--- Work request ---
The response consists of the lines from the start of the material below through the line holding "height:15px; margin:-7.5px; padding:0", repeated word for word and without pictures.

--- Records shown ---
-- Opening Marker --
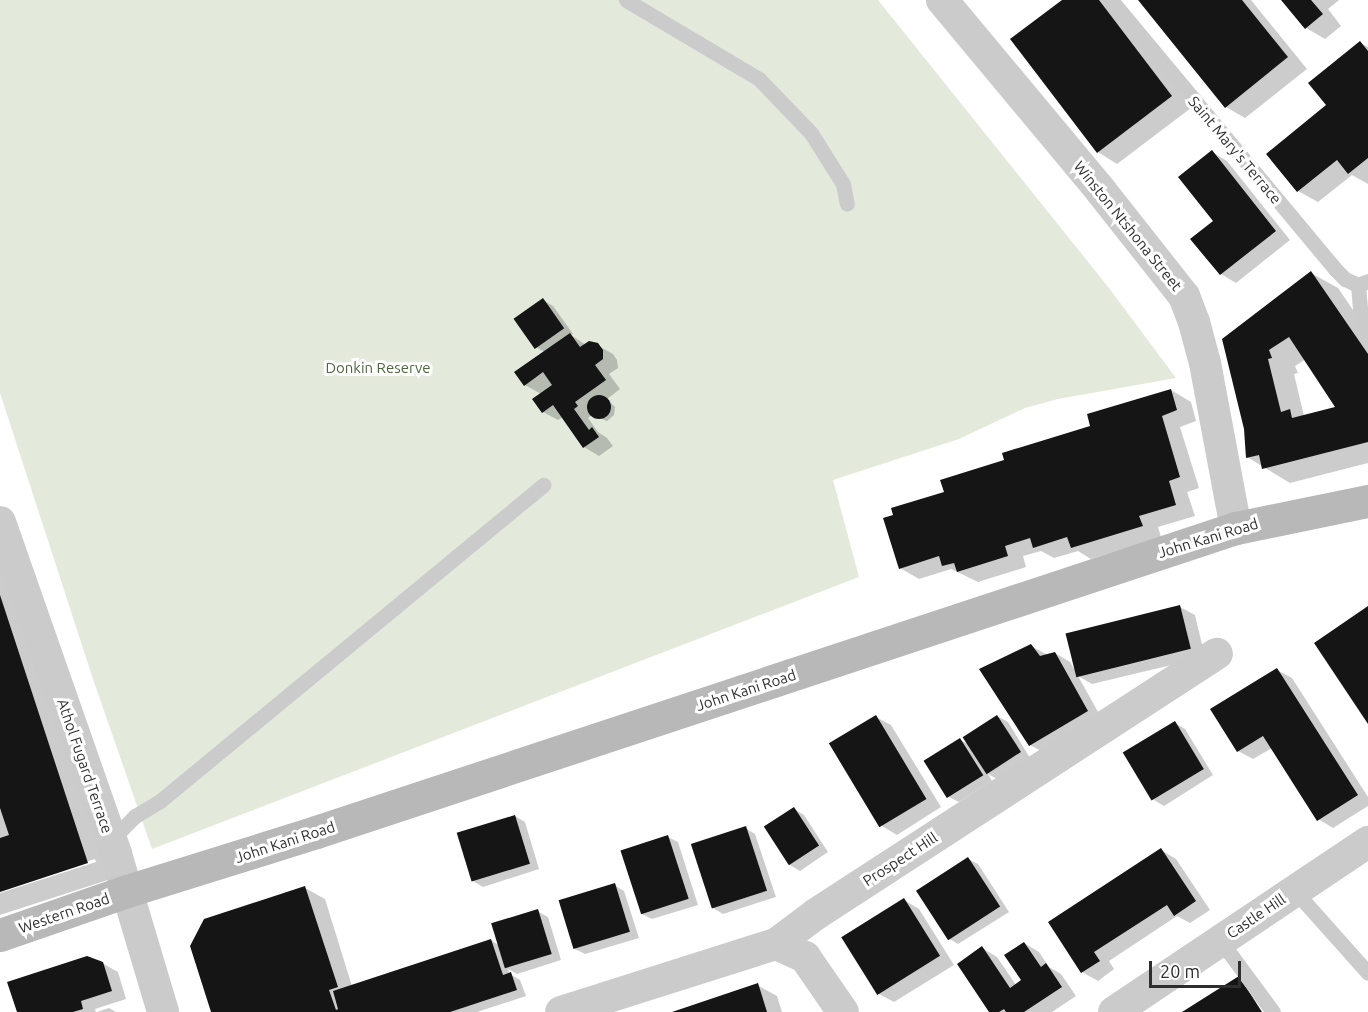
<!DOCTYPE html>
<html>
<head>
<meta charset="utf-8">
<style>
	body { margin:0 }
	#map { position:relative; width:1368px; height:1012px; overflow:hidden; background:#fff; font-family:Ubuntu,sans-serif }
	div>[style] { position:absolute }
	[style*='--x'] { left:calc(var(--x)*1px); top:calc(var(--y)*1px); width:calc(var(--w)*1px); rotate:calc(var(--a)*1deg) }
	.green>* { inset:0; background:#e3eadc }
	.shadow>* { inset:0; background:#0003 }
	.building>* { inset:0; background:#151515; transform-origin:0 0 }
	.round { border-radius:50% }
	.lane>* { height:15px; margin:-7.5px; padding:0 7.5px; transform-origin:7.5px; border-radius:7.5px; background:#cbcbcb }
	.street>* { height:32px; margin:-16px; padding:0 16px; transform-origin:16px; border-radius:16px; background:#cbcbcb }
	.secondary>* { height:33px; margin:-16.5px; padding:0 16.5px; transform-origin:16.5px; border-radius:16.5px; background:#b8b8b8 }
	span { translate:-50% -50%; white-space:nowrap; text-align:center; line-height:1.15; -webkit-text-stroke:6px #fff; paint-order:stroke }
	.street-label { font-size:15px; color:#2e2e2e }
	.park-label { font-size:15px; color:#4f663e }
	.scale { position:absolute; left:1149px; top:961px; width:92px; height:27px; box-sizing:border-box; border:3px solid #2e2e2e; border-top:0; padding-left:8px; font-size:18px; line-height:21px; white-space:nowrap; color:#2e2e2e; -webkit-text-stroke:4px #fff; paint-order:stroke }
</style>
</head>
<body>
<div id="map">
	<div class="green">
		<i style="clip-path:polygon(0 0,878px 0,1109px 288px,1176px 378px,1058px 399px,1025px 408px,959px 439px,833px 480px,859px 577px,152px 849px,93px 679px,0 393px)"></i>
	</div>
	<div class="shadow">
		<i style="clip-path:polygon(1064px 0,1108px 0,1191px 108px,1117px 164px,1098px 152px)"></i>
		<i style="clip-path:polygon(1140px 0,1251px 0,1307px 69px,1245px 118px,1226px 107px)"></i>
		<i style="clip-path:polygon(1283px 0,1339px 0,1328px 9px,1341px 26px,1325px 39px,1306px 28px)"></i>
		<i style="clip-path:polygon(1360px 43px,1368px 47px,1368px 184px,1352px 175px,1318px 202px,1298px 191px,1268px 154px,1329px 105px)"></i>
		<i style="clip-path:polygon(1212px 152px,1227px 161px,1290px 240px,1236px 283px,1221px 274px)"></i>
		<i style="clip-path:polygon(evenodd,1311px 273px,1338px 288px,1368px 332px,1368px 463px,1290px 483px,1247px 457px,1246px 429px,1223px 340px,1311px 273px,1306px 359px,1338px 408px,1304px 416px,1294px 374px,1298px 373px,1295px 366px,1306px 359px)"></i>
		<i style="clip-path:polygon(543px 300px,553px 306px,573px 334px,571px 335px,586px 345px,597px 345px,613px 354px,617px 360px,618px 368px,609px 374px,620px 389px,607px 399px,615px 407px,614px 415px,607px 421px,592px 415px,588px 418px,598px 432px,607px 438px,613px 446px,599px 456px,584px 447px,563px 417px,558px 420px,543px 412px,541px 394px,525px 385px,544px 352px,536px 347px)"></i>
		<i style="clip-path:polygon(1171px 390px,1191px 402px,1196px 421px,1180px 427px,1199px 488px,1187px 492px,1195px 516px,1158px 527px,1161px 537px,1091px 559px,1078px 551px,1054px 558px,1041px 551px,1023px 556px,1026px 567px,978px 582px,951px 569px,919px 579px,900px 568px,946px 493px,1006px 461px,1092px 427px)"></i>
		<i style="clip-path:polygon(0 552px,114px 878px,0 915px,0 893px,96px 862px,95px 859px,0 890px)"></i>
		<i style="clip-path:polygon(1180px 607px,1195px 615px,1205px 657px,1092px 684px,1078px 676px,1102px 719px,1045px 753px,1030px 745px,1031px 646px,1046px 654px,1055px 653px,1070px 662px,1074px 669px)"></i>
		<i style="clip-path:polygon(1277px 670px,1292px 678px,1368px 797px,1368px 806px,1333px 828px,1318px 819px,1272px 748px,1253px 759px,1238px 751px)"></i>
		<i style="clip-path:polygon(997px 716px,1008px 722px,1030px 758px,997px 779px,988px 774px,992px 781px,959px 802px,949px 797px,960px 740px,968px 744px)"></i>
		<i style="clip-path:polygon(876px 717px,891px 725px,941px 807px,897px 835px,882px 826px)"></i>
		<i style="clip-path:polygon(1175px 723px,1185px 729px,1213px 775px,1164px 806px,1154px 800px)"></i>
		<i style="clip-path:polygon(794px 809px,804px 815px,828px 852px,800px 871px,790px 865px)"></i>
		<i style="clip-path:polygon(515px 816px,525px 822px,539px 869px,483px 887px,473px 881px)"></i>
		<i style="clip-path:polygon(745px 828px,755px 834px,776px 897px,723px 914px,713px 908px)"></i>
		<i style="clip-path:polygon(668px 837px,678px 842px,698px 905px,652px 919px,642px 914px)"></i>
		<i style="clip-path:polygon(1161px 850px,1176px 859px,1210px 910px,1190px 923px,1177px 916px,1109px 961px,1114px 969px,1098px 981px,1082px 972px,1050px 922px)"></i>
		<i style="clip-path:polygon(968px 859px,978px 864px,1009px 912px,958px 944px,948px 938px)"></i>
		<i style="clip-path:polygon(614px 885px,624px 891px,639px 938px,585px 954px,575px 949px)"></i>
		<i style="clip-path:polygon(305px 888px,325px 899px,352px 986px,491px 940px,500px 946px,537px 911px,548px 917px,561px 960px,517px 974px,508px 969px,510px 974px,520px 980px,526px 996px,477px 1012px,213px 1012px)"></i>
		<i style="clip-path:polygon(904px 900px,919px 909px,954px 965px,894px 1002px,879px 994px)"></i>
		<i style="clip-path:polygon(1024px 943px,1039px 952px,1049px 967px,1061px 974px,1076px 996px,1052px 1012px,991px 1012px,982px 948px,997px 957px,1016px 985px,1023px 980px)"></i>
		<i style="clip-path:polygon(102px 963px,118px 972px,126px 999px,95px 1009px,96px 1012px,18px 1012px)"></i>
		<i style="clip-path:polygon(757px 985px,777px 996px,782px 1012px,676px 1012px)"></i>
		<i style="clip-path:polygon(109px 1008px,116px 1012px,97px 1012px)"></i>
	</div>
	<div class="building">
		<i style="clip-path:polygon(1062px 0,1099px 0,1172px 96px,1097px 153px,1010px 39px)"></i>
		<i style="clip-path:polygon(1138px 0,1242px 0,1288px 57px,1225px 108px)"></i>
		<i style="clip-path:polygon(1281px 0,1311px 0,1323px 14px,1305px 29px)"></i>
		<i style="clip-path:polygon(1360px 41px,1368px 51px,1368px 158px,1348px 174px,1337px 160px,1297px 192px,1266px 154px,1326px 105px,1308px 83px)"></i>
		<i style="clip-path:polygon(1212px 150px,1276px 231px,1220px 275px,1190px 239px,1213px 221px,1178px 177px)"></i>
		<i style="clip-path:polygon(evenodd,1311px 271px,1368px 354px,1368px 442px,1262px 469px,1259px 455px,1246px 458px,1244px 429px,1222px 339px,1311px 271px,1289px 337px,1335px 407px,1292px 418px,1290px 409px,1281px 412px,1268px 359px,1272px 358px,1269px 350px,1289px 337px)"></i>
		<i style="left:543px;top:298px;width:37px;height:36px;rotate:55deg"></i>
		<i style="clip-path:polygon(570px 333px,580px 347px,589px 341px,598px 343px,603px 350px,603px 359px,595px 365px,606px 380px,575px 402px,578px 406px,574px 409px,589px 430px,592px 427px,599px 437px,583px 448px,553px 405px,542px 413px,532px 399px,552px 385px,543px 372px,524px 386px,514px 372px)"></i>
		<i style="clip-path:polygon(1171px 389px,1177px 410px,1162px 416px,1180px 477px,1169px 481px,1176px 505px,1139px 516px,1143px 526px,1071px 548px,1067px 537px,1033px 548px,1030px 538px,1005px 546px,1008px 556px,957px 572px,954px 563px,942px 566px,939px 556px,899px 569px,883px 518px,893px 515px,891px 508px,944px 492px,940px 480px,1004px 460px,1002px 453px,1090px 426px,1087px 414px)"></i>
		<i class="round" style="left:587px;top:395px;width:24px;height:24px"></i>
		<i style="clip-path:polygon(0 595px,88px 863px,0 892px,0 838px,9px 835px,0 808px)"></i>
		<i style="left:1180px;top:605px;width:45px;height:118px;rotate:76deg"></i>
		<i style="clip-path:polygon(1368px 606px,1368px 724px,1314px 643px)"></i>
		<i style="clip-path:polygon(1031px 644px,1040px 656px,1055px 652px,1088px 711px,1029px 746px,979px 669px)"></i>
		<i style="clip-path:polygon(1277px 668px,1358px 795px,1317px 821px,1263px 736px,1237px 752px,1210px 709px)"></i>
		<i style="left:876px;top:715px;width:98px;height:55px;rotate:59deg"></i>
		<i style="left:997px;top:715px;width:44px;height:41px;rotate:57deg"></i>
		<i style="left:1175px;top:721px;width:56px;height:61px;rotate:59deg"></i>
		<i style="left:960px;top:738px;width:44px;height:43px;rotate:58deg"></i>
		<i style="left:794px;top:807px;width:46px;height:36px;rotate:57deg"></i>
		<i style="left:515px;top:815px;width:51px;height:61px;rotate:73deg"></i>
		<i style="left:746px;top:826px;width:68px;height:58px;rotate:72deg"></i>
		<i style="left:668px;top:835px;width:67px;height:50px;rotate:72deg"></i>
		<i style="clip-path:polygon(1161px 848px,1196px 901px,1174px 916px,1167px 905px,1094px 952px,1100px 961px,1081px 973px,1048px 922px)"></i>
		<i style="left:968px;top:857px;width:59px;height:62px;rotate:57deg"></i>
		<i style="left:615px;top:883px;width:51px;height:59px;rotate:73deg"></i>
		<i style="clip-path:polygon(305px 886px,338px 987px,329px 990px,336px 1010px,338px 1009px,333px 991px,491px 939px,503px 975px,511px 972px,517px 990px,450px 1012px,211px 1012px,190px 946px,204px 919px)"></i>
		<i style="left:904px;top:898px;width:68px;height:74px;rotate:58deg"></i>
		<i style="left:538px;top:909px;width:47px;height:49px;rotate:73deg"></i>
		<i style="clip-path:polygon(1024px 942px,1041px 967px,1046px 963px,1062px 987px,1024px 1012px,1006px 1012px,1004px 1009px,999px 1012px,989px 1012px,957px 964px,982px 946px,1010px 988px,1021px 980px,1004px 955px)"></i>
		<i style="clip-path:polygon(87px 956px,103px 962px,112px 991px,81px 1001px,83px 1009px,73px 1012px,17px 1012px,7px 982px)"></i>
		<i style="clip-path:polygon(1239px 976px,1262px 1012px,1182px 1012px)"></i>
		<i style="clip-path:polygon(758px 983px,767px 1012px,672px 1012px)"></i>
	</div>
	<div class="lane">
		<i style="--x:626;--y:0;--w:155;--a:30.7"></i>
		<i style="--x:759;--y:79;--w:75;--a:46.1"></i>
		<i style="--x:811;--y:133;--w:60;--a:57.9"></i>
		<i style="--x:843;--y:184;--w:20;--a:79"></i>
		<i style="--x:1111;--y:0;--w:350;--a:50.2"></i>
		<i style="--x:1335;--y:269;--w:14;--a:45"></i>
		<i style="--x:1345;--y:279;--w:14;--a:25"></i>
		<i style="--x:1358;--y:285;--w:11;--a:-22"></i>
		<i style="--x:1358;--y:285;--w:24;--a:85"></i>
		<i style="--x:1360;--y:309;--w:23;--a:70"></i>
		<i style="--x:111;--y:840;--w:34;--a:-45"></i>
		<i style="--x:135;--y:816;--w:29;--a:-31"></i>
		<i style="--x:160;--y:801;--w:497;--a:-39.5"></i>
		<i style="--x:1294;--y:890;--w:111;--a:48.3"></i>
		<i style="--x:1220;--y:940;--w:89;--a:53.6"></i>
	</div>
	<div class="street">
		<i style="--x:942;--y:0;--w:249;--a:50.2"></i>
		<i style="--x:1101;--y:191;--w:134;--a:51.7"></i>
		<i style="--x:1184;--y:296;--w:28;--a:69"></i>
		<i style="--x:1194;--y:322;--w:42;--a:75"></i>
		<i style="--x:1205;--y:363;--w:168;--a:79.4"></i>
		<i style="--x:0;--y:522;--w:352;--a:70.7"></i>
		<i style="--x:116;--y:854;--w:165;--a:73.4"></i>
		<i style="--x:776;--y:944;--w:32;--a:24"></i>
		<i style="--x:805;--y:957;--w:67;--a:55.4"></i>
		<i style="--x:561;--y:1012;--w:225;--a:-17.6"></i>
		<i style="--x:776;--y:944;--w:50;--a:-36.9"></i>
		<i style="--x:816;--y:914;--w:478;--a:-33"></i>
		<i style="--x:1114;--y:1012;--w:306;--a:-33.8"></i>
	</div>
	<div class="secondary">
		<i style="--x:0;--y:935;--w:134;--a:-19.1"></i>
		<i style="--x:127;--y:891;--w:198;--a:-17.3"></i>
		<i style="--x:316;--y:832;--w:969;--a:-18.29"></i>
		<i style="--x:1236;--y:528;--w:135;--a:-11.6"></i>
	</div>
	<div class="street-label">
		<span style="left:1235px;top:150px;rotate:50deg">Saint Mary's Terrace</span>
		<span style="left:1128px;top:226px;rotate:51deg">Winston Ntshona Street</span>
		<span style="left:1208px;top:538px;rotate:-17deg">John Kani Road</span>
		<span style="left:746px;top:690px;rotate:-18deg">John Kani Road</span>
		<span style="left:85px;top:766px;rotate:71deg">Athol Fugard Terrace</span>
		<span style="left:285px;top:842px;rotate:-18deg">John Kani Road</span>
		<span style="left:900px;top:859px;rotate:-33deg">Prospect Hill</span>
		<span style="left:64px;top:913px;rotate:-19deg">Western Road</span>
		<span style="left:1256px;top:916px;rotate:-34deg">Castle Hill</span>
	</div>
	<div class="park-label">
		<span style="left:378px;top:368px">Donkin Reserve</span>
	</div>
	<div class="scale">20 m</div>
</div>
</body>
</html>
-- Closing Marker --
--- Reply to the task ---
<!DOCTYPE html>
<html>
<head>
<meta charset="utf-8">
<style>
	body { margin:0 }
	#map { position:relative; width:1368px; height:1012px; overflow:hidden; background:#fff; font-family:Ubuntu,sans-serif }
	div>[style] { position:absolute }
	[style*='--x'] { left:calc(var(--x)*1px); top:calc(var(--y)*1px); width:calc(var(--w)*1px); rotate:calc(var(--a)*1deg) }
	.green>* { inset:0; background:#e3eadc }
	.shadow>* { inset:0; background:#0003 }
	.building>* { inset:0; background:#151515; transform-origin:0 0 }
	.round { border-radius:50% }
	.lane>* { height:15px; margin:-7.5px; padding:0 7.5px; transform-origin:7.5px; border-radius:7.5px; background:#cbcbcb }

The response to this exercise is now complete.